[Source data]
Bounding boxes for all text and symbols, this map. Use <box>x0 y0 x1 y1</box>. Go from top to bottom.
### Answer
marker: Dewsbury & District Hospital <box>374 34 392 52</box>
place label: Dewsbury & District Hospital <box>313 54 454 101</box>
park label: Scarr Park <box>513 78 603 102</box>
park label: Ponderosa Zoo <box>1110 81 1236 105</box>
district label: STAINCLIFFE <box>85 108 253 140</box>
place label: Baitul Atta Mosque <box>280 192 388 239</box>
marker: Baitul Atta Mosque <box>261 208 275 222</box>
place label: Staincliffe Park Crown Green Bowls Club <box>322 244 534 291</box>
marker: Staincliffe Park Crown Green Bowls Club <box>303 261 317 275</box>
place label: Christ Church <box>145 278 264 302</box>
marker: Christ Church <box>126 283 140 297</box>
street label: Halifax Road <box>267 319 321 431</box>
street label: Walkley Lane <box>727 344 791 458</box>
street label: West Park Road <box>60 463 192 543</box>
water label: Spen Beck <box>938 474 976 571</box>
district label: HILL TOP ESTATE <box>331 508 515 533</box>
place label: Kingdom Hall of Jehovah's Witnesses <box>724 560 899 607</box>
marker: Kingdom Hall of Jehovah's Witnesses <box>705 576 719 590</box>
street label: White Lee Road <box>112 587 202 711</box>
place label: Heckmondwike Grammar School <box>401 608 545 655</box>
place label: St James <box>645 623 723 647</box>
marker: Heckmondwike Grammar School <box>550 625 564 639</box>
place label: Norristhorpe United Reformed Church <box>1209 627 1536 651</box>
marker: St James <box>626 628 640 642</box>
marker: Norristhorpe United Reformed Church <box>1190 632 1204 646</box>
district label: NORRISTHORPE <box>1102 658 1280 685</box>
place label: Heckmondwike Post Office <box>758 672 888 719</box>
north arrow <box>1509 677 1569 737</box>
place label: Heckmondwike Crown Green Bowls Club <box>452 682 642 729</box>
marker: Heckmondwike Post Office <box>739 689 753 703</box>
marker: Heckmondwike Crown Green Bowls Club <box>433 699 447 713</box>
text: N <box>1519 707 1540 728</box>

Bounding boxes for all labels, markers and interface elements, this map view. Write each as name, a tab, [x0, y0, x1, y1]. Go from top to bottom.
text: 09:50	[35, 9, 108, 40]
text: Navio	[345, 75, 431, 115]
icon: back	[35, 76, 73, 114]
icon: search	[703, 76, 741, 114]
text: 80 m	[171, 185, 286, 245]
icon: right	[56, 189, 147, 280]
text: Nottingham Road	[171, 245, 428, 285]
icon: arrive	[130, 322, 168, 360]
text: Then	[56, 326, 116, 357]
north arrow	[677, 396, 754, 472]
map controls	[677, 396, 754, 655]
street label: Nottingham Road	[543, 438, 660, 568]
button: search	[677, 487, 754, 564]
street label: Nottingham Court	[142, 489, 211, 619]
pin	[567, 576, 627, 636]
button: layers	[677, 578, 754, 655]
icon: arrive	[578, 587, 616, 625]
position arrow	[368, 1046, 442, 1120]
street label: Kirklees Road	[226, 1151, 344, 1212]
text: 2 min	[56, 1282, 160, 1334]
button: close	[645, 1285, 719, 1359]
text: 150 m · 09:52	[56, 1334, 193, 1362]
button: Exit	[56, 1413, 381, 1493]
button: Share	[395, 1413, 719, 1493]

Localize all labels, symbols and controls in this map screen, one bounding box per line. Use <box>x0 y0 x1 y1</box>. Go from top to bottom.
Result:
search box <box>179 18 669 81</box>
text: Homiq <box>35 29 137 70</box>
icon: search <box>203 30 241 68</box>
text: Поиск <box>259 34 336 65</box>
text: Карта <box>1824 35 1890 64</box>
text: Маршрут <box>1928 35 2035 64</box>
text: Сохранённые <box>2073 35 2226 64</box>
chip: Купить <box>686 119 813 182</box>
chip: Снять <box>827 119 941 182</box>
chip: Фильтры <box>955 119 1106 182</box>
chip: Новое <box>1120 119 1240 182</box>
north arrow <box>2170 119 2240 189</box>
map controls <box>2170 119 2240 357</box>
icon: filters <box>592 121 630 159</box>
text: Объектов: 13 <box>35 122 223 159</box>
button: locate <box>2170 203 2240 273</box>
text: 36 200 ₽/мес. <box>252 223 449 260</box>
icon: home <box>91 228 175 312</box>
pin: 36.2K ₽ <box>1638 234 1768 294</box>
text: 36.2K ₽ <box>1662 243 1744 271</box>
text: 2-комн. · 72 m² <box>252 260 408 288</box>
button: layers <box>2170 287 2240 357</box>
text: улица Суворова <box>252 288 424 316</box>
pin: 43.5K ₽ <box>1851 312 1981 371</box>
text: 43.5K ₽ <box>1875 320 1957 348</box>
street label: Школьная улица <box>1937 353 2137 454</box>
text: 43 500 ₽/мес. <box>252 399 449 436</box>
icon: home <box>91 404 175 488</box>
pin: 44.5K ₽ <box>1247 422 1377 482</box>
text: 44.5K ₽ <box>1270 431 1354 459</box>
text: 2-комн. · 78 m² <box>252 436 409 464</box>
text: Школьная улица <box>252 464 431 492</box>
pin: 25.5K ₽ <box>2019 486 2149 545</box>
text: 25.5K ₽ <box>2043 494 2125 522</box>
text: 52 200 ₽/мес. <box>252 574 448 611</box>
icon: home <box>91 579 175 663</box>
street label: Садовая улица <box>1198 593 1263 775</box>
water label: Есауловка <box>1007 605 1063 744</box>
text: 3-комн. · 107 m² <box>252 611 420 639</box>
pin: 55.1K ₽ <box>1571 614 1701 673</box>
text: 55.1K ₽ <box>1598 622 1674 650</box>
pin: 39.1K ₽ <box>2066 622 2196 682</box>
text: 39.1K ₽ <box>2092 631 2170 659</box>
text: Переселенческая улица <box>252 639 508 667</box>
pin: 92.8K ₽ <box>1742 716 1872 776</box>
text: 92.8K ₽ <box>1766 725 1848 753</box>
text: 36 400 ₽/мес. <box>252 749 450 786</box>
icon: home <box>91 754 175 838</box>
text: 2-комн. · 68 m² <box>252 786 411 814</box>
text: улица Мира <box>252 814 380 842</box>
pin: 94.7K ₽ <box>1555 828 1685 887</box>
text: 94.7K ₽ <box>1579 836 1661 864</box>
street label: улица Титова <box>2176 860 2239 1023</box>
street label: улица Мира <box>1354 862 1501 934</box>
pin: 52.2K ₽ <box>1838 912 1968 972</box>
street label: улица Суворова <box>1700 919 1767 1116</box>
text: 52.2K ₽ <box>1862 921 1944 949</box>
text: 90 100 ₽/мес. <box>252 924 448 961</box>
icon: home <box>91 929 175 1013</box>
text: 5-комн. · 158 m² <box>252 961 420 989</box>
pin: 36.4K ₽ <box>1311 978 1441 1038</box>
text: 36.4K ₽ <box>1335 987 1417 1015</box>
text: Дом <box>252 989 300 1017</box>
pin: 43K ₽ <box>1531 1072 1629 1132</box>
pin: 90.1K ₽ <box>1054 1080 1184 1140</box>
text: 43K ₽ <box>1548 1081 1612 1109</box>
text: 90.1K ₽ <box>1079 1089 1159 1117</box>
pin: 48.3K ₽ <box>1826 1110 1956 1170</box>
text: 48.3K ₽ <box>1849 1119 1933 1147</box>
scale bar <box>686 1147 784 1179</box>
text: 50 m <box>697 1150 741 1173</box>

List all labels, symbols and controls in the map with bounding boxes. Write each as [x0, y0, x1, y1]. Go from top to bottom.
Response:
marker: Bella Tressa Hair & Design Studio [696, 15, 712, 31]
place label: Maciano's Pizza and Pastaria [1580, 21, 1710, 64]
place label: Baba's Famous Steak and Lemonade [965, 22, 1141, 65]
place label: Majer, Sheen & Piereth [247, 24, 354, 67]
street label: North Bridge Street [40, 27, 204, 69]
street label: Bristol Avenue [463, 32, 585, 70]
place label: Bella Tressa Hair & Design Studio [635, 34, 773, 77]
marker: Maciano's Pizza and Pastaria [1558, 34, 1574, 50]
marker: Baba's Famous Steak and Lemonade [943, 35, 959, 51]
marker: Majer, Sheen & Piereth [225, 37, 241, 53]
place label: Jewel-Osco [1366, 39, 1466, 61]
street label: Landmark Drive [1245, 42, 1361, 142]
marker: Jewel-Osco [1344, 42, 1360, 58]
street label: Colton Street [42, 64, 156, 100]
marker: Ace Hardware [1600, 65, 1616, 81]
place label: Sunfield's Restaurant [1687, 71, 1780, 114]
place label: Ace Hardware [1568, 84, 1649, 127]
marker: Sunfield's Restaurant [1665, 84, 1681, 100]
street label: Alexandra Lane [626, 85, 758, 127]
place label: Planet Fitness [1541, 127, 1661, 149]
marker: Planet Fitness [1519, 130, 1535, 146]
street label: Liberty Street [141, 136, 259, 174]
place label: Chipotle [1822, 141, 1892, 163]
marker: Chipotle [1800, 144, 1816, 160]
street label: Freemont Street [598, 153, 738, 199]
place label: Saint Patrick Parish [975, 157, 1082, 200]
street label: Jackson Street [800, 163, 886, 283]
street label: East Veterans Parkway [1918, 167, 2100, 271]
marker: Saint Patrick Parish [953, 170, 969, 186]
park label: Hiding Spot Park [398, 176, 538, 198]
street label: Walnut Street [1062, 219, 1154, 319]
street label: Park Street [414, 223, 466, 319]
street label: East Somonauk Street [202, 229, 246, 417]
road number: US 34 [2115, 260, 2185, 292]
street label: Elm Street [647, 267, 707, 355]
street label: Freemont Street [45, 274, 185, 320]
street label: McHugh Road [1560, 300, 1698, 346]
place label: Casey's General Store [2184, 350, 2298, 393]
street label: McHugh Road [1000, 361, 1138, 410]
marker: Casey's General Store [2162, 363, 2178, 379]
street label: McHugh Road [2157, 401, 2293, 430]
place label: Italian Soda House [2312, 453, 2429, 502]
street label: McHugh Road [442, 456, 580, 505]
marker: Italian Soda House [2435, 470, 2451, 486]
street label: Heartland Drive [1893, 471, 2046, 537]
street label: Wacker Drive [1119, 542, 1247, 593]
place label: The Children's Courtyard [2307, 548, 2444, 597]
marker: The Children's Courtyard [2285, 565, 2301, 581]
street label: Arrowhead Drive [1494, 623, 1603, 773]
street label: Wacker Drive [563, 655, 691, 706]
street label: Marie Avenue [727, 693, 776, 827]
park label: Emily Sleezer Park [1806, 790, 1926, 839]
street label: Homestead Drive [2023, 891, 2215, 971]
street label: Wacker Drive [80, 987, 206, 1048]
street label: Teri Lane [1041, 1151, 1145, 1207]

(Task requirements):
Within the lines above, find those holding the word "Hall" and copy them.

(Written answer):
place label: Kingdom Hall of Jehovah's Witnesses <box>724 560 899 607</box>
marker: Kingdom Hall of Jehovah's Witnesses <box>705 576 719 590</box>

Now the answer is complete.